La verdad, el lugar era inmejorable. Al otro lado de los ventanales, la ciudad brillaba bajo el cielo nocturno.
Con toda la cortesía del mundo, me retiró la silla para que me sentara y sonrió:
—Come primero. Más tarde tengo una gran sorpresa para ti.
Corté un pequeño trozo de carne y me lo llevé a la boca. Ni siquiera había terminado de tragar cuando sonó su celular. El tono de llamada era estridente y urgente.
La expresión de Jorge cambió de inmediato y contestó enseguida.
Del otro lado de la línea llegó la voz llorosa de Leticia:
—Jorge, mi abuelo se puso muy mal de repente y lo llevaron a urgencias.
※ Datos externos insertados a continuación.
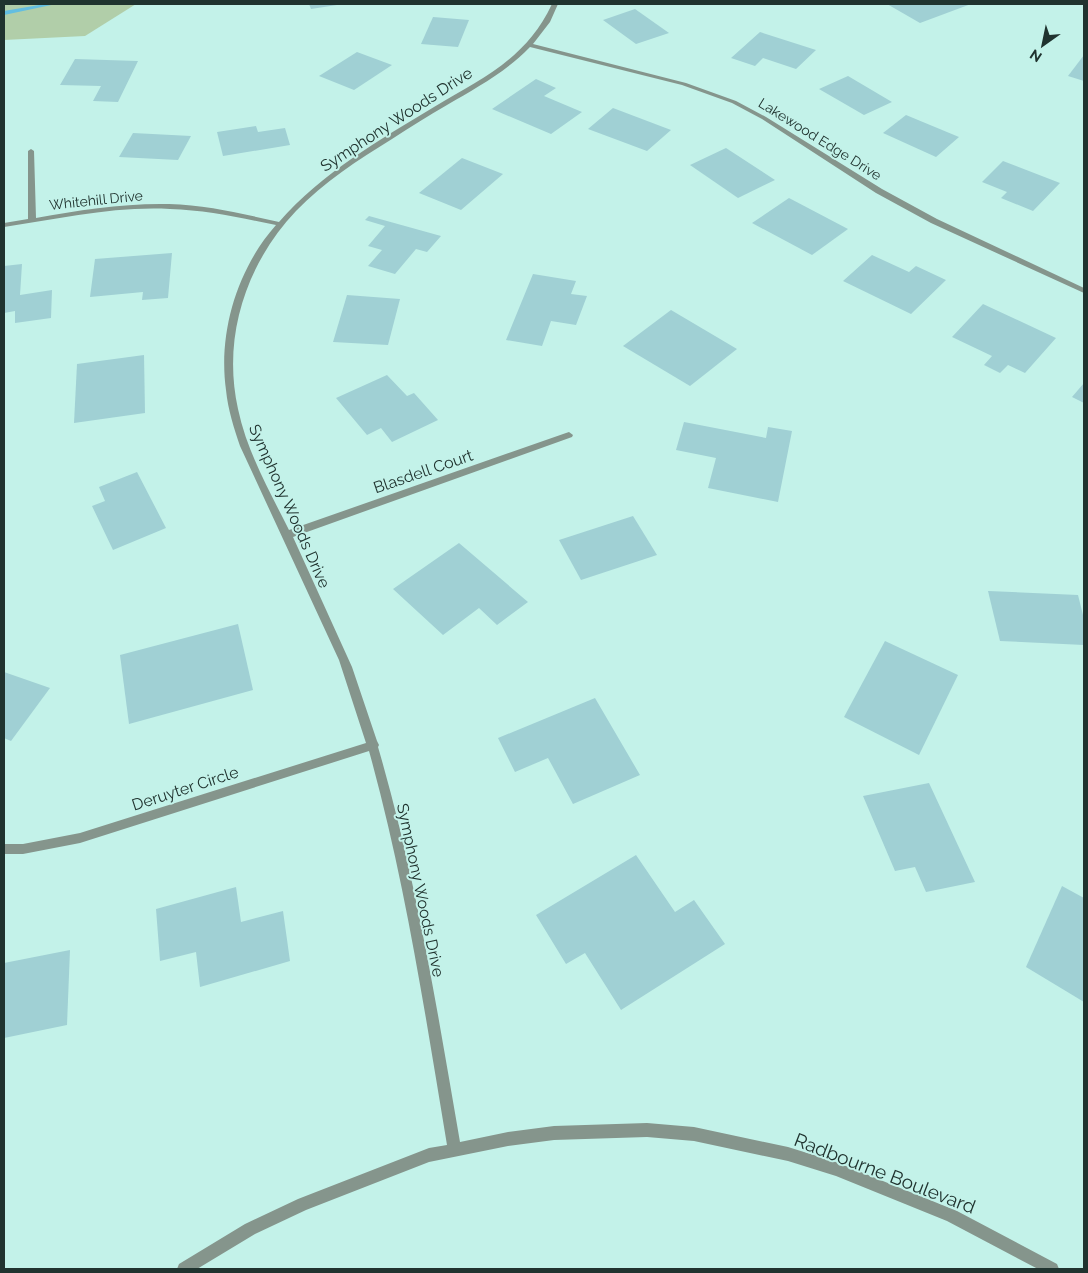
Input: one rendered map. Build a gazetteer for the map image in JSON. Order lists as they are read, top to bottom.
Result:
{
  "streets": {
    "street": [
      "Symphony Woods Drive",
      "Lakewood Edge Drive",
      "Whitehill Drive",
      "Blasdell Court",
      "Deruyter Circle",
      "Radbourne Boulevard"
    ]
  },
  "crossings": [
    ["Symphony Woods Drive", "Lakewood Edge Drive"],
    ["Symphony Woods Drive", "Whitehill Drive"],
    ["Symphony Woods Drive", "Blasdell Court"],
    ["Symphony Woods Drive", "Deruyter Circle"],
    ["Symphony Woods Drive", "Radbourne Boulevard"]
  ],
  "north": "bottom left"
}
Estoy sola y tengo mucho miedo. ¿Puedes venir a hacerme compañía?
Se le tensó la mano con la que sostenía el celular; luego me miró por reflejo.
Yo dejé los cubiertos sobre la mesa y lo observé en silencio.
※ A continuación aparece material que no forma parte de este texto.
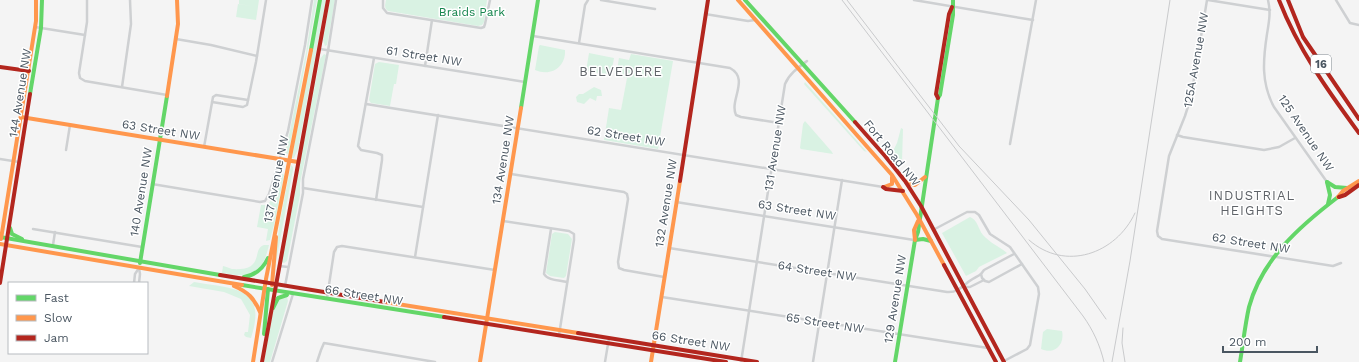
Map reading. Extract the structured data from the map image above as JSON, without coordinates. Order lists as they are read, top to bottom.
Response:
{
  "streets": {
    "main road": [
      "16",
      "144 Avenue NW",
      "63 Street NW",
      "Fort Road NW",
      "134 Avenue NW",
      "137 Avenue NW",
      "140 Avenue NW",
      "132 Avenue NW",
      "66 Street NW",
      "129 Avenue NW"
    ],
    "street": [
      "61 Street NW",
      "125A Avenue NW",
      "125 Avenue NW",
      "62 Street NW",
      "131 Avenue NW",
      "64 Street NW",
      "65 Street NW"
    ]
  },
  "crossings": [
    ["61 Street NW", "134 Avenue NW"],
    ["61 Street NW", "137 Avenue NW"],
    ["125A Avenue NW", "62 Street NW"],
    ["144 Avenue NW", "63 Street NW"],
    ["144 Avenue NW", "66 Street NW"],
    ["63 Street NW", "131 Avenue NW"],
    ["63 Street NW", "137 Avenue NW"],
    ["63 Street NW", "140 Avenue NW"],
    ["63 Street NW", "132 Avenue NW"],
    ["63 Street NW", "129 Avenue NW"],
    ["62 Street NW", "131 Avenue NW"],
    ["62 Street NW", "134 Avenue NW"],
    ["62 Street NW", "132 Avenue NW"],
    ["131 Avenue NW", "Fort Road NW"],
    ["131 Avenue NW", "64 Street NW"],
    ["131 Avenue NW", "66 Street NW"],
    ["131 Avenue NW", "65 Street NW"],
    ["Fort Road NW", "64 Street NW"],
    ["Fort Road NW", "129 Avenue NW"],
    ["Fort Road NW", "65 Street NW"],
    ["134 Avenue NW", "66 Street NW"],
    ["137 Avenue NW", "140 Avenue NW"],
    ["137 Avenue NW", "66 Street NW"],
    ["140 Avenue NW", "66 Street NW"],
    ["132 Avenue NW", "64 Street NW"],
    ["132 Avenue NW", "66 Street NW"],
    ["132 Avenue NW", "65 Street NW"],
    ["64 Street NW", "129 Avenue NW"],
    ["129 Avenue NW", "65 Street NW"]
  ],
  "districts": ["BELVEDERE", "INDUSTRIAL HEIGHTS"],
  "parks": ["Braids Park"],
  "legend": ["Fast", "Slow", "Jam"],
  "scale_bar": "200 m"
}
Vaciló un instante. Pero al final igual le dijo al teléfono:
—No tengas miedo. Voy para allá enseguida.
Colgó y se puso de pie, con el rostro lleno de culpa y prisa.
—Juana, lo de Leticia…
—Ve.
No esperé a que terminara de hablar para interrumpirlo.
—No la hagas esperar.
Jorge se quedó helado un instante.
Ya estaba preparado para que yo montara un escándalo y le reclamara. Incluso ya había fruncido el ceño, listo para sermonearme. Pero no esperaba que yo estuviera tan tranquila. Ni mucho menos que incluso lo apurara para que se fuera.
Se quedó atónito unos segundos y luego reprimió la leve incomodidad que le oprimía el pecho.
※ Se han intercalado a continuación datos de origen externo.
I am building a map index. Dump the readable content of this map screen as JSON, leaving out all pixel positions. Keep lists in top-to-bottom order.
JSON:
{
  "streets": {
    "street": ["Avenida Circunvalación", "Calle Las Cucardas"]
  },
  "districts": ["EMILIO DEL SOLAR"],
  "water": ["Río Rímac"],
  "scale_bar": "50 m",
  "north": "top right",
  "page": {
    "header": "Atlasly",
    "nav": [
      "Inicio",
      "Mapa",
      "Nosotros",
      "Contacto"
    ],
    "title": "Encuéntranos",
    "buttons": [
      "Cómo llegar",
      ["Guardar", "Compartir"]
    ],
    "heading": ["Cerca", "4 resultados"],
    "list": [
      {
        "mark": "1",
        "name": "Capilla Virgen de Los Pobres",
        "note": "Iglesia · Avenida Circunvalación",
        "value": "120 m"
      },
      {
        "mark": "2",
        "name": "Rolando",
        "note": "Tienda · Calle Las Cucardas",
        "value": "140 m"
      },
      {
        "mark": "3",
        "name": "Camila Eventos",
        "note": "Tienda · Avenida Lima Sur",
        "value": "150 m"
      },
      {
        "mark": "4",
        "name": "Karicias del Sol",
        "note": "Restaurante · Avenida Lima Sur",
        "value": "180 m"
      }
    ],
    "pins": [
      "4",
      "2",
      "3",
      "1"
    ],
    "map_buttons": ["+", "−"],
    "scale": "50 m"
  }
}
—Sabía que eres la más comprensiva, mi amor.
Se inclinó y me plantó un beso en la mejilla.
—Cena tranquila y quédate a ver la sorpresa de esta noche. La preparé especialmente para ti. Cuando termines, haré que mi asistente te lleve a casa.
En cuanto terminó de hablar, tomó el abrigo y se fue sin mirar atrás.
Saqué una toallita húmeda y, sin expresión alguna, me limpié la mejilla donde acababa de besarme. Qué asco.
No iba a desperdiciar ni la vista espectacular ni aquella mesa repleta de comida. Me terminé la cena completa, bocado a bocado, con toda calma. Incluso pedí otro postre.
A las ocho en punto, el cielo nocturno tras los ventanales se llenó de fuegos artificiales. Esa era la sorpresa que Jorge había preparado para mí.
Los destellos explotaron uno tras otro, iluminando media ciudad.
Pero cuando por fin tomaron forma en el aire, las palabras que aparecieron fueron: "Leticia, te voy a consentir toda la vida".
Las enormes letras resplandecían en dorado en el cielo. Un despliegue fastuoso, una fortuna lanzada al aire.
El asistente a mi lado sudaba frío. De vez en cuando me miraba a escondidas, temiendo que de un momento a otro yo fuera a volcar la mesa y perder el control.
Pero yo solo entrelacé las manos, apoyé el mentón sobre ellas y contemplé en silencio los fuegos artificiales del otro lado del cristal.
Eran hermosos. Recordé que, antes, para celebrar mi cumpleaños, él mismo se puso a aprender pirotecnia. Solo quería ver ese mismo brillo en mis ojos. Hasta se le ennegrecieron las manos por la pólvora.
Lástima que ese hombre ya había muerto hace mucho, enterrado por el paso del tiempo.
Los recuerdos llegaron como una marea, pero descubrí que, salvo un leve suspiro por el pasado, ya no quedaba nada dentro de mí.
No había dolor, no había rabia, ni siquiera la más mínima agitación en el pecho; solo alivio. Alivio por haber tenido una segunda oportunidad y haber podido ver con claridad el verdadero rostro de ese hombre.
En ese momento, mi celular vibró. Era un mensaje de Jorge:
"Leticia está destrozada por lo de su abuelo. Es una chica inocente y frágil, así que no tuve más remedio que cambiar a última hora el nombre de los fuegos artificiales para animarla. No malinterpretes las cosas, y mucho menos vayas a molestarla. Todo esto fue idea mía."
Solté una risa burlona y ni me molesté en responder.
Bajé la vista al celular.
—Una segunda oportunidad.
Toqué la pantalla con suavidad. Enseguida aparecieron en la pantalla:
"Transfiriendo activos líquidos…"
"Liquidando fondos de inversión privados…"
En ese mismo instante, Jorge, que estaba abrazando a su chica inocente y frágil en el hospital, no tenía ni idea de lo que acababa de pasar.
Por hacer feliz a su chica, aquello acababa de costarle otros ochenta millones de dólares.